In hospital settings, the high-resolution achievable by WGS improved the detection and investigation of outbreaks considerably [40]. WGS allows the monitoring of even small genetic variations enabling the detection of person-to-person transmissions [14], transmission over time, detection of diverse clusters and sporadic unrelated cases, and the identification of infection and contamination sources [4, 41].

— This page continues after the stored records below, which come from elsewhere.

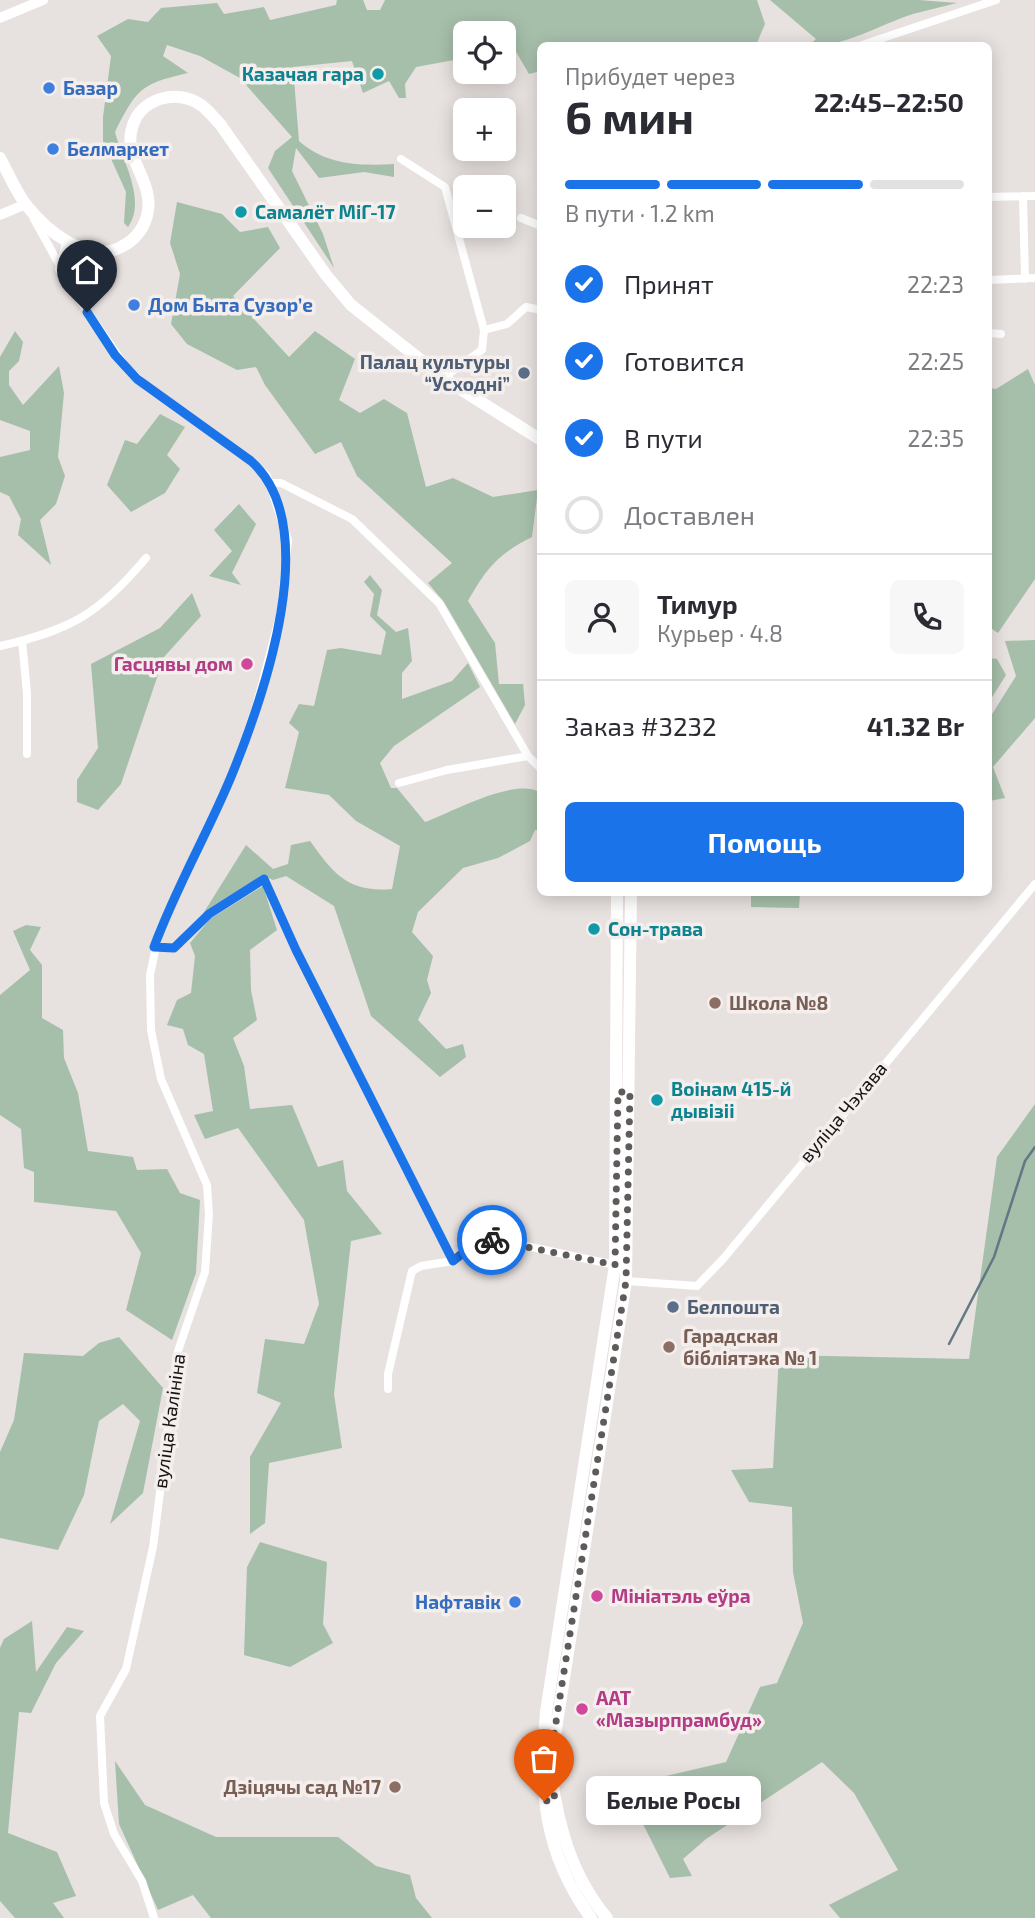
<!DOCTYPE html>
<html lang="ru">
<head>
<meta charset="utf-8">
<style>
	body { margin:0; font-family:"Exo 2",sans-serif; background:#f7f7f7; color:#2b2b33; height:100vh; display:flex; flex-direction:column; font-size:26px; white-space:nowrap }
	* { box-sizing:border-box; margin:0 }
	p { font-size:23px; color:#7c7c81 }
	.icon { flex:none; width:38px; height:38px; fill:none; stroke:currentColor; stroke-width:2; stroke-linecap:round; stroke-linejoin:round }
	.map { position:relative; flex:1; overflow:hidden }
	.sheet { position:absolute; left:537px; top:42px; width:455px; height:854px; display:flex; flex-direction:column; background:#fff; border-radius:10px; box-shadow:0 4px 18px #0003 }
	.sheet>* { flex:none }
	.controls { position:absolute; left:453px; top:21px; display:grid; gap:14px }
	.controls a { display:grid; place-items:center; width:63px; height:63px; border-radius:10px; background:#fff; box-shadow:0 4px 18px #0003; font-size:35px }
	.pin { position:absolute; display:grid; place-items:center; width:60px; height:60px; color:#fff; margin:-72px -30px; border-radius:50% 50% 50% 0; rotate:-45deg; box-shadow:0 0 7px #0007 }
	.pin .icon { rotate:45deg }
	.courier { position:absolute; display:grid; place-items:center; width:70px; height:70px; margin:-35px; border:5px solid #1a73e8; border-radius:50%; background:#fff; color:#222; box-shadow:0 2px 9px #0007 }
	.bubble { position:absolute; height:49px; border-radius:10px; background:#fff; box-shadow:0 4px 18px #0003; font-size:23px; font-weight:700; line-height:49px; text-align:center }
	.headline em { font-style:normal; font-weight:700 }
	.headline div { display:flex; flex-direction:column-reverse }
	.headline { display:flex; align-items:center; justify-content:space-between; height:119px; padding:0 28px }
	h1 { font-size:46px; font-weight:700; line-height:52px }
	.bar { display:grid; grid-template-columns:repeat(4,1fr); gap:10px 7px; align-content:center; height:84px; padding:0 28px }
	.bar i { height:9px; border-radius:5px; background:#e1e1e2 }
	.bar .active { background:#1a73e8 }
	.bar p { grid-column:span 4 }
	.line { display:flex; align-items:center; gap:18px; padding:0 28px; border-top:2px solid #e1e1e2 }
	.line div { flex:1 }
	.round { display:grid; place-items:center; flex:none; width:74px; height:74px; border-radius:10px; background:#f7f7f7 }
	ol { padding:0 28px; list-style:none }
	li { display:flex; align-items:center; gap:21px; height:77px }
	li p { margin-inline-start:auto }
	li .icon { padding:7px; border-radius:50%; background:#1a73e8; color:#fff; stroke-width:4 }
	li:last-child { color:#7c7c81 }
	li i { width:38px; height:38px; border:4px solid #e1e1e2; border-radius:50% }
	.primary-button { display:flex; gap:14px; margin-top:auto; padding:14px 28px }
	.primary-button a { flex:1; height:80px; border-radius:10px; background:#1a73e8; color:#fff; font-size:28px; font-weight:700; line-height:80px; text-align:center }
	.map>svg:first-child { display:block }
	.green { fill:#a6bfab }
	.lines { fill:none; stroke-linecap:round; stroke-linejoin:round }
	.stream { stroke:#637884; stroke-width:2.5 }
	.minor { stroke:#fff; stroke-width:8 }
	.tertiary { stroke:#fff; stroke-width:10 }
	.secondary { stroke:#fff; stroke-width:12 }
	.done { stroke:#5e5b5a; stroke-width:7; stroke-dasharray:0 12.6 }
	.route { stroke:#1a73e8; stroke-width:9 }
	.culture-dot { fill:#0f9aa8; stroke:#f4eeec; stroke-width:2.5 }
	.shop-dot { fill:#3f7fe0; stroke:#f4eeec; stroke-width:2.5 }
	.service-dot { fill:#5c6f8a; stroke:#f4eeec; stroke-width:2.5 }
	.hotel-dot { fill:#d1479c; stroke:#f4eeec; stroke-width:2.5 }
	.education-dot { fill:#8d6e63; stroke:#f4eeec; stroke-width:2.5 }
	.labels { text-anchor:middle; stroke-width:7; stroke-linejoin:round; paint-order:stroke }
	.culture-label { font-size:19px; font-weight:bold; fill:#0d838f; stroke:#f4eeec; text-anchor:start }
	.shop-label { font-size:19px; font-weight:bold; fill:#366cbe; stroke:#f4eeec; text-anchor:start }
	.service-label { font-size:19px; font-weight:bold; fill:#4e5e75; stroke:#f4eeec; text-anchor:end }
	.hotel-label { font-size:19px; font-weight:bold; fill:#b23c85; stroke:#f4eeec; text-anchor:start }
	.education-label { font-size:19px; font-weight:bold; fill:#785e54; stroke:#f4eeec; text-anchor:start }
	.street-label { font-size:19px; fill:#151313; stroke:#f4eeec }
</style>
</head>
<body>
<div class="map">
<svg width="1035" height="1918" viewBox="0 0 1035 1918">
	<rect width="100%" height="100%" fill="#e7e1df"/>
	<path class="green" d="M337,0H363L367,10H380L385,0H757L765,24L756,45L541,46V71L529,74L515,50L504,52V33H466L465,58L416,67L405,84L406,98H399L389,81L363,93L352,61L293,67L299,141C326,165 359,166 394,164V177L364,172L319,178L296,148L292,171L323,234L334,268L268,168L275,151L292,137L240,78L200,56L167,45L163,56L188,73C140,84 137,89 115,132C122,160 147,200 128,227L124,223L126,192L103,141V117L111,56L97,36L128,19L148,22L161,8L217,3L224,14L264,7L270,20L336,5Z
		M770,0H919L957,3C942,7 927,10 913,14C876,26 848,46 808,46L816,39Z
		M177,202L222,214L240,232L268,227L280,248L233,296L289,357L315,331L355,359L339,400L360,413L384,399L407,413L426,487L453,478L493,497L538,490L532,537C498,554 486,569 468,601L495,643L499,684H523L525,705L515,724L444,602L428,583L452,563L357,476L341,442L315,454L265,385L256,367L237,370L187,344L171,324L180,274L170,243Z
		M15,331L23,342L19,361L9,371V385L23,405L59,366L64,393L58,457L65,476L56,504L40,520L51,565L18,535L21,519L9,496L0,492V457L30,450V431L0,420V357Z
		M1028,369L1035,385V579L998,633L989,627V388L996,389Z
		M160,414L185,427L167,455L180,469L165,493L131,512L107,485L125,440L137,444Z
		M239,504L256,524L232,573L241,585L209,576L232,551L214,530Z
		M370,575L382,590L377,615L396,632L408,628L412,661L402,673V699L452,681L468,663L480,687L394,746L380,763L391,788H397L425,822C452,812 516,776 541,793V830H535L530,841L498,858L463,868L418,912L412,932L433,956L427,980L431,993L418,1020L446,1049L463,1044L466,1057L440,1077L371,1016L334,906L286,876L273,880L262,875L201,917L246,845L273,869L288,864L291,845L310,841C333,873 348,893 392,889L400,846L356,821L329,795L285,788L299,732L289,723L299,704L314,706L327,650L341,648L381,655L386,632L370,616L374,594L364,582Z
		M192,593L201,616L164,657L121,784L98,810L77,802V780L98,748L91,664L160,628Z
		M1035,640V718L993,767L1005,798L989,801V719L1016,676L1005,641Z
		M989,658L997,659L1006,675L989,702Z
		M263,886L277,930L250,950L251,990L257,1020L233,1038L244,1066L250,1109L292,1105L318,1167L343,1160L347,1191L382,1234L351,1241L334,1394L342,1448L269,1463L265,1523L250,1534V1457L281,1403L257,1393L265,1339L304,1344L319,1304L304,1220L238,1128L205,1139L194,1115L213,1111L204,1054L188,1045L183,1029L167,1025L177,1000L191,993L195,956L190,943L210,919Z
		M751,893H800L799,908L751,907Z
		M26,925L41,927L30,950L42,965V1018L63,1030L64,1058L78,1093L88,1151L133,1157L137,1170L167,1169L180,1193L200,1200L196,1273L172,1340L126,1310L141,1253L116,1211L34,1202V1172L24,1168L21,1129L0,1115V995L30,970L13,931Z
		M1035,1104V1918H840L829,1905L898,1870L854,1793L822,1762L706,1839L683,1859L692,1876L670,1878L638,1814L636,1783L726,1762L760,1687L777,1683L803,1623L793,1572L792,1507L749,1502L731,1470L773,1468L779,1355L969,1359L997,1157Z
		M119,1337L163,1388L143,1493L110,1524L140,1421L123,1404L99,1421L84,1495L58,1550L0,1538V1452L14,1420L24,1353L83,1356L99,1343Z
		M260,1542L327,1562L323,1624L333,1643L290,1667L244,1655L247,1567Z
		M32,1621L36,1672L67,1627L84,1631L56,1663L31,1713L19,1712L8,1833L57,1852L76,1896L53,1903L64,1918H15L0,1901V1648L4,1639Z
		M115,1761L145,1805L216,1837H338L376,1866L410,1875L416,1898L432,1918H211L193,1895L158,1910L119,1824Z"/>
	<g class="lines">
		<path class="stream" d="M949,1344L994,1257L1025,1161L1035,1147"/>
		<path class="minor" d="M859,46L996,0
			M401,159L445,187L484,330L482,350L451,372L446,380
			M1023,196L1025,279
			M989,197L1035,196
			M521,218L541,226
			M34,219L76,295L126,367L148,388L251,461L267,476L288,540L281,611L255,711L233,772L159,932L150,975L151,1030L161,1079L207,1185L209,1214L205,1272L178,1351L153,1547L126,1669L100,1716L104,1803L114,1834L142,1881L154,1918
			M69,249L75,289
			M989,280L1035,278
			M484,330L507,324L526,307L541,310
			M989,333L1001,334
			M271,483H281L352,519L439,603L528,756L541,769
			M22,641L27,693V754
			M0,646C71,630 99,614 146,558
			M399,783L447,770L528,756
			M154,947L174,948L209,914L264,879L296,950L453,1261L421,1266L412,1271L388,1374V1389
			M453,1261L478,1241L498,1240L615,1265
			M626,1281L697,1286L723,1259L1035,884"/>
		<path class="tertiary" d="M0,18L43,0
			M0,215L26,204"/>
		<path class="secondary" d="M0,158C8,173 16,191 26,205C46,230 87,265 121,247C136,240 146,226 148,210C153,182 123,157 132,128C140,98 177,88 201,105C208,110 214,118 220,124L326,275L351,305L446,380L541,440
			M61,269L68,242
			M591,1918C543,1852 539,1791 546,1712L615,1265L617,892
			M607,1918C570,1874 558,1824 550,1768L626,1281L631,892"/>
	</g>
	<g class="lines">
		<path class="done" d="M492,1240L615,1265L618,1092H630L626,1281L553,1741L550,1768L555,1800L544,1801"/>
		<path class="route" d="M87,312L115,355L137,379L251,461C324,526 264,695 233,772C209,831 176,887 154,947L174,948L209,914L264,879L296,950L453,1261L478,1241L492,1240"/>
	</g>
	<g class="culture-dot">
		<circle cx="378" cy="74" r="7"/>
		<circle cx="241" cy="212" r="7"/>
		<circle cx="594" cy="929" r="7"/>
		<circle cx="657" cy="1100" r="7"/>
	</g>
	<g class="shop-dot">
		<circle cx="49" cy="88" r="7"/>
		<circle cx="53" cy="149" r="7"/>
		<circle cx="134" cy="305" r="7"/>
		<circle cx="515" cy="1602" r="7"/>
	</g>
	<g class="service-dot">
		<circle cx="524" cy="373" r="7"/>
		<circle cx="673" cy="1307" r="7"/>
	</g>
	<g class="hotel-dot">
		<circle cx="247" cy="664" r="7"/>
		<circle cx="597" cy="1596" r="7"/>
		<circle cx="582" cy="1709" r="7"/>
	</g>
	<g class="education-dot">
		<circle cx="715" cy="1003" r="7"/>
		<circle cx="669" cy="1347" r="7"/>
		<circle cx="395" cy="1787" r="7"/>
	</g>
	<g class="labels">
		<g class="culture-label">
			<text x="364" y="81" text-anchor="end">Казачая гара</text>
			<text x="255" y="219">Самалёт МіГ-17</text>
			<text x="608" y="936">Сон-трава</text>
			<text x="671" y="1096">Воінам 415-й<tspan x="671" dy="22">дывізіі</tspan></text>
		</g>
		<g class="shop-label">
			<text x="63" y="95">Базар</text>
			<text x="67" y="156">Белмаркет</text>
			<text x="148" y="312">Дом Быта Сузорʼе</text>
			<text x="501" y="1609" text-anchor="end">Нафтавік</text>
		</g>
		<g class="service-label">
			<text x="510" y="369">Палац культуры<tspan x="510" dy="22">“Усходні”</tspan></text>
			<text x="687" y="1314" text-anchor="start">Белпошта</text>
		</g>
		<g class="hotel-label">
			<text x="233" y="671" text-anchor="end">Гасцявы дом</text>
			<text x="611" y="1603">Мініатэль еўра</text>
			<text x="596" y="1705">ААТ<tspan x="596" dy="22">«Мазырпрамбуд»</tspan></text>
		</g>
		<g class="education-label">
			<text x="729" y="1010">Школа №8</text>
			<text x="683" y="1343">Гарадская<tspan x="683" dy="22">бібліятэка № 1</tspan></text>
			<text x="381" y="1794" text-anchor="end">Дзіцячы сад №17</text>
		</g>
		<g class="street-label">
			<text transform="translate(843 1112) rotate(-50)" y="7">вуліца Чэхава</text>
			<text transform="translate(169 1421) rotate(-82)" y="7">вуліца Калініна</text>
		</g>
	</g>
</svg>
<div class="controls">
<a><svg class="icon" aria-label="locate" viewBox="0 0 24 24"><circle cx="12" cy="12" r="6"/><path d="M12 2v4M12 18v4M2 12h4M18 12h4"/></svg></a>
<a>+</a>
<a>−</a>
</div>
<div class="pin" style="left:544px;top:1801px;background:#ea580c"><svg class="icon" aria-label="bag" viewBox="0 0 24 24"><path d="M5 8h14l-1 12H6zM9 8a3 3 0 0 1 6 0"/></svg></div>
<div class="pin" style="left:87px;top:312px;background:#1f2937"><svg class="icon" aria-label="home" viewBox="0 0 24 24"><path d="M3 11l9-7 9 7M6 9v11h12V9"/></svg></div>
<div class="courier" style="left:492px;top:1240px"><svg class="icon" aria-label="bike" viewBox="0 0 24 24"><circle cx="6" cy="16" r="4"/><circle cx="18" cy="16" r="4"/><path d="M6 16l4-8h5l3 8M10 8l3 8H6M13 5h3"/></svg></div>
<div class="bubble" style="left:586px;top:1776px;width:175px">Белые Росы</div>
<section class="sheet">
<div class="headline"><div><h1>6 мин</h1><p>Прибудет через</p></div><em>22:45–22:50</em></div>
<div class="bar"><i class="active"></i><i class="active"></i><i class="active"></i><i></i><p>В пути · 1.2 km</p></div>
<ol>
<li><svg class="icon" aria-label="check" viewBox="0 0 24 24"><path d="M5 12l5 5 9-10"/></svg>Принят<p>22:23</p></li>
<li><svg class="icon" aria-label="check" viewBox="0 0 24 24"><path d="M5 12l5 5 9-10"/></svg>Готовится<p>22:25</p></li>
<li><svg class="icon" aria-label="check" viewBox="0 0 24 24"><path d="M5 12l5 5 9-10"/></svg>В пути<p>22:35</p></li>
<li><i></i>Доставлен</li>
</ol>
<div class="line" style="height:126px"><a class="round"><svg class="icon" aria-label="person" viewBox="0 0 24 24"><circle cx="12" cy="8" r="4"/><path d="M4 21q1-7 8-7t8 7"/></svg></a><div><b>Тимур</b><p>Курьер · 4.8</p></div><a class="round"><svg class="icon" aria-label="phone" viewBox="0 0 24 24"><path d="M5 4h4l2 5-3 2q2 4 5 5l2-3 5 2v4C11 20 4 13 5 4z"/></svg></a></div>
<div class="line" style="height:91px"><div>Заказ #3232</div><b>41.32 Br</b></div>
<div class="primary-button"><a>Помощь</a></div>
</section>
</div>
</body>
</html>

However, to establish a routine use of WGS in clinical microbiology, certain requirements such as a stable funding, the use of optimized and harmonized sequencing protocols, the prospective sequencing and integration of WGS data into the hospital management systems, or bridging the gap between public health, hospital infection prevention and the clinical laboratories needs to be fulfilled. In public health, to utilize the full potential of WGS harmonized protocols, and open access national- and international databases are required for sharing, comparison, and depositing WGS- and minimal epidemiological metadata. These harmonized datasets will considerably improve risk assessment, risk prediction, disease prevention and public health actions.

4 Conclusion

With the advent and implementation of WGS in microbiology, a new era of “precision microbiology” began. In food safety, public health and clinical microbiology, WGS provides superior discriminatory power for strain characterization, robustness and stability. This is crucial in cluster detection and source tracking for gaining knowledge on microbial evolution, and for risk assessment and safety evaluation of food microorganisms. WGS technologies provide not only benefits for clinical, public health and food agencies but also for the food industry throughout the farm-to-fork principle. Future improvements in WGS, i.e. technology, metadata, new bioinformatics and machine learning algorithms, will enable the detection of current and emerging infectious diseases in real-time and the international exchange of data and information in a standardized manner. We can also expect a paradigm shift from classical/ molecular microbiology towards predictive microbiology.